Provided data Block Start
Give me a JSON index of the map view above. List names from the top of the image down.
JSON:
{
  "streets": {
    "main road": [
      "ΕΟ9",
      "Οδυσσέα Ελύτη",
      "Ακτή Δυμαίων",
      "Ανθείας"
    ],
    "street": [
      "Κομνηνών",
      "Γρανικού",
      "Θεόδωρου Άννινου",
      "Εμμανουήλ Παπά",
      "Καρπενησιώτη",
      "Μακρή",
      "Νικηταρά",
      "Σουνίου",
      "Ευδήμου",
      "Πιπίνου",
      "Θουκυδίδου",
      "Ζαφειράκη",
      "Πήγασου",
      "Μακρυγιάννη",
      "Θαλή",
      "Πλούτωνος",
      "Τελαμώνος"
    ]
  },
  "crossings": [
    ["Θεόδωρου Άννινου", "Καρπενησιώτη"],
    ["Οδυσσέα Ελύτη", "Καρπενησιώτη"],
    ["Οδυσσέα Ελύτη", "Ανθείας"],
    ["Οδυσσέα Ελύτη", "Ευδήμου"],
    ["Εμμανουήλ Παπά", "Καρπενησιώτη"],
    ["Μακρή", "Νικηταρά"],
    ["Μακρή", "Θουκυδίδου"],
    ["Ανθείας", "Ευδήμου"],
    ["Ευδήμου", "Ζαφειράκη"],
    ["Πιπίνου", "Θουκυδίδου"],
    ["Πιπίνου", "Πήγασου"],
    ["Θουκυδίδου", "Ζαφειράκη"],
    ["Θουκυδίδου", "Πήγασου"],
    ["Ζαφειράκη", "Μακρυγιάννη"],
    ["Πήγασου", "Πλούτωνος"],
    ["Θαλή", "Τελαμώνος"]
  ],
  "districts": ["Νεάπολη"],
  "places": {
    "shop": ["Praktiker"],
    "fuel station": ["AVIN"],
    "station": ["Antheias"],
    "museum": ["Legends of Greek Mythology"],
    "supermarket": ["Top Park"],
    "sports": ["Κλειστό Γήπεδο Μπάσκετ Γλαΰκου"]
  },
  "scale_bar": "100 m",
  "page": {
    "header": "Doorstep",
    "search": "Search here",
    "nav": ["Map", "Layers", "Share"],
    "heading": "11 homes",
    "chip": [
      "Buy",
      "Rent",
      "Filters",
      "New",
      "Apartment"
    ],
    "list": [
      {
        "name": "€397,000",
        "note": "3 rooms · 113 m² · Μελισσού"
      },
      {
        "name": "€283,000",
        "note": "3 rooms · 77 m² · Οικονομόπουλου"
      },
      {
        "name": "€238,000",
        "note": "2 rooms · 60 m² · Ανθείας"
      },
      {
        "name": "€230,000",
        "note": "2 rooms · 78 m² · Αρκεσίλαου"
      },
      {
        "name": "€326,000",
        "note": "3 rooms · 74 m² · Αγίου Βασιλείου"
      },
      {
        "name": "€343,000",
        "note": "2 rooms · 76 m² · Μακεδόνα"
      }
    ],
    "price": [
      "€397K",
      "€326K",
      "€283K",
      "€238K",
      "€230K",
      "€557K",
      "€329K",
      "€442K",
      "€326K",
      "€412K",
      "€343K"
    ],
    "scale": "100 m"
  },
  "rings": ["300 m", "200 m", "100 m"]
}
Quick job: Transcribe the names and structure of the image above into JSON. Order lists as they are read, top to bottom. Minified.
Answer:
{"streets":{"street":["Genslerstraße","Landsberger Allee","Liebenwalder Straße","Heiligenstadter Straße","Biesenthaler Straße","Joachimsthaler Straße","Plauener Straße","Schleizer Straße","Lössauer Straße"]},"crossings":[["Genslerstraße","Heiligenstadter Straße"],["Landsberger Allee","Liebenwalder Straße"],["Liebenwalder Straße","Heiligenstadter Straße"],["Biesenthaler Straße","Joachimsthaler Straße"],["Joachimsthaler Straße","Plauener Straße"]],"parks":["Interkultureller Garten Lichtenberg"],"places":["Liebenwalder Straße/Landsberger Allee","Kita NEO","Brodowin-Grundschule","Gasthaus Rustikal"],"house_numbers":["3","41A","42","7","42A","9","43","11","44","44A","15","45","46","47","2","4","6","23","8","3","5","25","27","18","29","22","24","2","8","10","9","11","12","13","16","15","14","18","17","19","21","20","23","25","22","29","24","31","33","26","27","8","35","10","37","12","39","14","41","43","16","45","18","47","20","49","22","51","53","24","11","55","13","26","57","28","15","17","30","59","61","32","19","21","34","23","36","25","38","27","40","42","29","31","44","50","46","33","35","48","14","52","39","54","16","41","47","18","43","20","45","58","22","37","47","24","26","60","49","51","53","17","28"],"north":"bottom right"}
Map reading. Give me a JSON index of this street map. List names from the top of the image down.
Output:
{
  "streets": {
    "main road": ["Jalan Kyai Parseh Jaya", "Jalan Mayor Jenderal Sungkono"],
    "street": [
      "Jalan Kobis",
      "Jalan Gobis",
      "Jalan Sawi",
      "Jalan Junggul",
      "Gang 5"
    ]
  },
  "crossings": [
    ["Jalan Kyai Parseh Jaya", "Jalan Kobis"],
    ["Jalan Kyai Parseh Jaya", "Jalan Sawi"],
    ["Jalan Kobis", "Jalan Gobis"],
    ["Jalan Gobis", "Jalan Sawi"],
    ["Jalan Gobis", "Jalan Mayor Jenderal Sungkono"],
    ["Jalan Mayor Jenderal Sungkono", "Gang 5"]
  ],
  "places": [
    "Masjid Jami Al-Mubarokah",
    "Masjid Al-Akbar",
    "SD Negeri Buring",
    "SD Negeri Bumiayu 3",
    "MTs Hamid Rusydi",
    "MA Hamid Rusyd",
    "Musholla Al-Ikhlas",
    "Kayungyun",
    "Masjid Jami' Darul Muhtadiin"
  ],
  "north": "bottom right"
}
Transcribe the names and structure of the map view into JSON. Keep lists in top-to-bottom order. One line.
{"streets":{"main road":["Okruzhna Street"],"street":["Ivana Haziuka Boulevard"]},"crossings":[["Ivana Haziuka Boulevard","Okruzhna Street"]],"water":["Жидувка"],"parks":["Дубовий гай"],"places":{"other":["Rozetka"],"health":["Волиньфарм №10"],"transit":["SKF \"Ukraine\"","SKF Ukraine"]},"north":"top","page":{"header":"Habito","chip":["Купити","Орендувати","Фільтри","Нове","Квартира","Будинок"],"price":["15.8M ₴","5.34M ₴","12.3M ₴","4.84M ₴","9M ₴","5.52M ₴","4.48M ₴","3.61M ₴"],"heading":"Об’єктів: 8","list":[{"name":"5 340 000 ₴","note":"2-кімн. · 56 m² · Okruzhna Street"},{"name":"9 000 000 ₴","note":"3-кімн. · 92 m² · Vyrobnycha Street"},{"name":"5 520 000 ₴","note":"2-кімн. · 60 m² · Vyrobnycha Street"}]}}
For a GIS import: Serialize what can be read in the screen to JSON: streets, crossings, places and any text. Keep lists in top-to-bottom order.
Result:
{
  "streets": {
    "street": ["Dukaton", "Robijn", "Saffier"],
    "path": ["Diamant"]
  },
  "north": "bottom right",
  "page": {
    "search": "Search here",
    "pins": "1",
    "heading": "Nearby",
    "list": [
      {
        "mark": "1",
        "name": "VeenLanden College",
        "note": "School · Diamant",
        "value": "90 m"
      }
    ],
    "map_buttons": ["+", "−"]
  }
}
Provided data Block End
An exact copy of every record above is required.

Give me a JSON index of the map view above. List names from the top of the image down.
JSON:
{
  "streets": {
    "main road": [
      "ΕΟ9",
      "Οδυσσέα Ελύτη",
      "Ακτή Δυμαίων",
      "Ανθείας"
    ],
    "street": [
      "Κομνηνών",
      "Γρανικού",
      "Θεόδωρου Άννινου",
      "Εμμανουήλ Παπά",
      "Καρπενησιώτη",
      "Μακρή",
      "Νικηταρά",
      "Σουνίου",
      "Ευδήμου",
      "Πιπίνου",
      "Θουκυδίδου",
      "Ζαφειράκη",
      "Πήγασου",
      "Μακρυγιάννη",
      "Θαλή",
      "Πλούτωνος",
      "Τελαμώνος"
    ]
  },
  "crossings": [
    ["Θεόδωρου Άννινου", "Καρπενησιώτη"],
    ["Οδυσσέα Ελύτη", "Καρπενησιώτη"],
    ["Οδυσσέα Ελύτη", "Ανθείας"],
    ["Οδυσσέα Ελύτη", "Ευδήμου"],
    ["Εμμανουήλ Παπά", "Καρπενησιώτη"],
    ["Μακρή", "Νικηταρά"],
    ["Μακρή", "Θουκυδίδου"],
    ["Ανθείας", "Ευδήμου"],
    ["Ευδήμου", "Ζαφειράκη"],
    ["Πιπίνου", "Θουκυδίδου"],
    ["Πιπίνου", "Πήγασου"],
    ["Θουκυδίδου", "Ζαφειράκη"],
    ["Θουκυδίδου", "Πήγασου"],
    ["Ζαφειράκη", "Μακρυγιάννη"],
    ["Πήγασου", "Πλούτωνος"],
    ["Θαλή", "Τελαμώνος"]
  ],
  "districts": ["Νεάπολη"],
  "places": {
    "shop": ["Praktiker"],
    "fuel station": ["AVIN"],
    "station": ["Antheias"],
    "museum": ["Legends of Greek Mythology"],
    "supermarket": ["Top Park"],
    "sports": ["Κλειστό Γήπεδο Μπάσκετ Γλαΰκου"]
  },
  "scale_bar": "100 m",
  "page": {
    "header": "Doorstep",
    "search": "Search here",
    "nav": ["Map", "Layers", "Share"],
    "heading": "11 homes",
    "chip": [
      "Buy",
      "Rent",
      "Filters",
      "New",
      "Apartment"
    ],
    "list": [
      {
        "name": "€397,000",
        "note": "3 rooms · 113 m² · Μελισσού"
      },
      {
        "name": "€283,000",
        "note": "3 rooms · 77 m² · Οικονομόπουλου"
      },
      {
        "name": "€238,000",
        "note": "2 rooms · 60 m² · Ανθείας"
      },
      {
        "name": "€230,000",
        "note": "2 rooms · 78 m² · Αρκεσίλαου"
      },
      {
        "name": "€326,000",
        "note": "3 rooms · 74 m² · Αγίου Βασιλείου"
      },
      {
        "name": "€343,000",
        "note": "2 rooms · 76 m² · Μακεδόνα"
      }
    ],
    "price": [
      "€397K",
      "€326K",
      "€283K",
      "€238K",
      "€230K",
      "€557K",
      "€329K",
      "€442K",
      "€326K",
      "€412K",
      "€343K"
    ],
    "scale": "100 m"
  },
  "rings": ["300 m", "200 m", "100 m"]
}
Quick job: Transcribe the names and structure of the image above into JSON. Order lists as they are read, top to bottom. Minified.
Answer:
{"streets":{"street":["Genslerstraße","Landsberger Allee","Liebenwalder Straße","Heiligenstadter Straße","Biesenthaler Straße","Joachimsthaler Straße","Plauener Straße","Schleizer Straße","Lössauer Straße"]},"crossings":[["Genslerstraße","Heiligenstadter Straße"],["Landsberger Allee","Liebenwalder Straße"],["Liebenwalder Straße","Heiligenstadter Straße"],["Biesenthaler Straße","Joachimsthaler Straße"],["Joachimsthaler Straße","Plauener Straße"]],"parks":["Interkultureller Garten Lichtenberg"],"places":["Liebenwalder Straße/Landsberger Allee","Kita NEO","Brodowin-Grundschule","Gasthaus Rustikal"],"house_numbers":["3","41A","42","7","42A","9","43","11","44","44A","15","45","46","47","2","4","6","23","8","3","5","25","27","18","29","22","24","2","8","10","9","11","12","13","16","15","14","18","17","19","21","20","23","25","22","29","24","31","33","26","27","8","35","10","37","12","39","14","41","43","16","45","18","47","20","49","22","51","53","24","11","55","13","26","57","28","15","17","30","59","61","32","19","21","34","23","36","25","38","27","40","42","29","31","44","50","46","33","35","48","14","52","39","54","16","41","47","18","43","20","45","58","22","37","47","24","26","60","49","51","53","17","28"],"north":"bottom right"}
Map reading. Give me a JSON index of this street map. List names from the top of the image down.
Output:
{
  "streets": {
    "main road": ["Jalan Kyai Parseh Jaya", "Jalan Mayor Jenderal Sungkono"],
    "street": [
      "Jalan Kobis",
      "Jalan Gobis",
      "Jalan Sawi",
      "Jalan Junggul",
      "Gang 5"
    ]
  },
  "crossings": [
    ["Jalan Kyai Parseh Jaya", "Jalan Kobis"],
    ["Jalan Kyai Parseh Jaya", "Jalan Sawi"],
    ["Jalan Kobis", "Jalan Gobis"],
    ["Jalan Gobis", "Jalan Sawi"],
    ["Jalan Gobis", "Jalan Mayor Jenderal Sungkono"],
    ["Jalan Mayor Jenderal Sungkono", "Gang 5"]
  ],
  "places": [
    "Masjid Jami Al-Mubarokah",
    "Masjid Al-Akbar",
    "SD Negeri Buring",
    "SD Negeri Bumiayu 3",
    "MTs Hamid Rusydi",
    "MA Hamid Rusyd",
    "Musholla Al-Ikhlas",
    "Kayungyun",
    "Masjid Jami' Darul Muhtadiin"
  ],
  "north": "bottom right"
}
Transcribe the names and structure of the map view into JSON. Keep lists in top-to-bottom order. One line.
{"streets":{"main road":["Okruzhna Street"],"street":["Ivana Haziuka Boulevard"]},"crossings":[["Ivana Haziuka Boulevard","Okruzhna Street"]],"water":["Жидувка"],"parks":["Дубовий гай"],"places":{"other":["Rozetka"],"health":["Волиньфарм №10"],"transit":["SKF \"Ukraine\"","SKF Ukraine"]},"north":"top","page":{"header":"Habito","chip":["Купити","Орендувати","Фільтри","Нове","Квартира","Будинок"],"price":["15.8M ₴","5.34M ₴","12.3M ₴","4.84M ₴","9M ₴","5.52M ₴","4.48M ₴","3.61M ₴"],"heading":"Об’єктів: 8","list":[{"name":"5 340 000 ₴","note":"2-кімн. · 56 m² · Okruzhna Street"},{"name":"9 000 000 ₴","note":"3-кімн. · 92 m² · Vyrobnycha Street"},{"name":"5 520 000 ₴","note":"2-кімн. · 60 m² · Vyrobnycha Street"}]}}
For a GIS import: Serialize what can be read in the screen to JSON: streets, crossings, places and any text. Keep lists in top-to-bottom order.
Result:
{
  "streets": {
    "street": ["Dukaton", "Robijn", "Saffier"],
    "path": ["Diamant"]
  },
  "north": "bottom right",
  "page": {
    "search": "Search here",
    "pins": "1",
    "heading": "Nearby",
    "list": [
      {
        "mark": "1",
        "name": "VeenLanden College",
        "note": "School · Diamant",
        "value": "90 m"
      }
    ],
    "map_buttons": ["+", "−"]
  }
}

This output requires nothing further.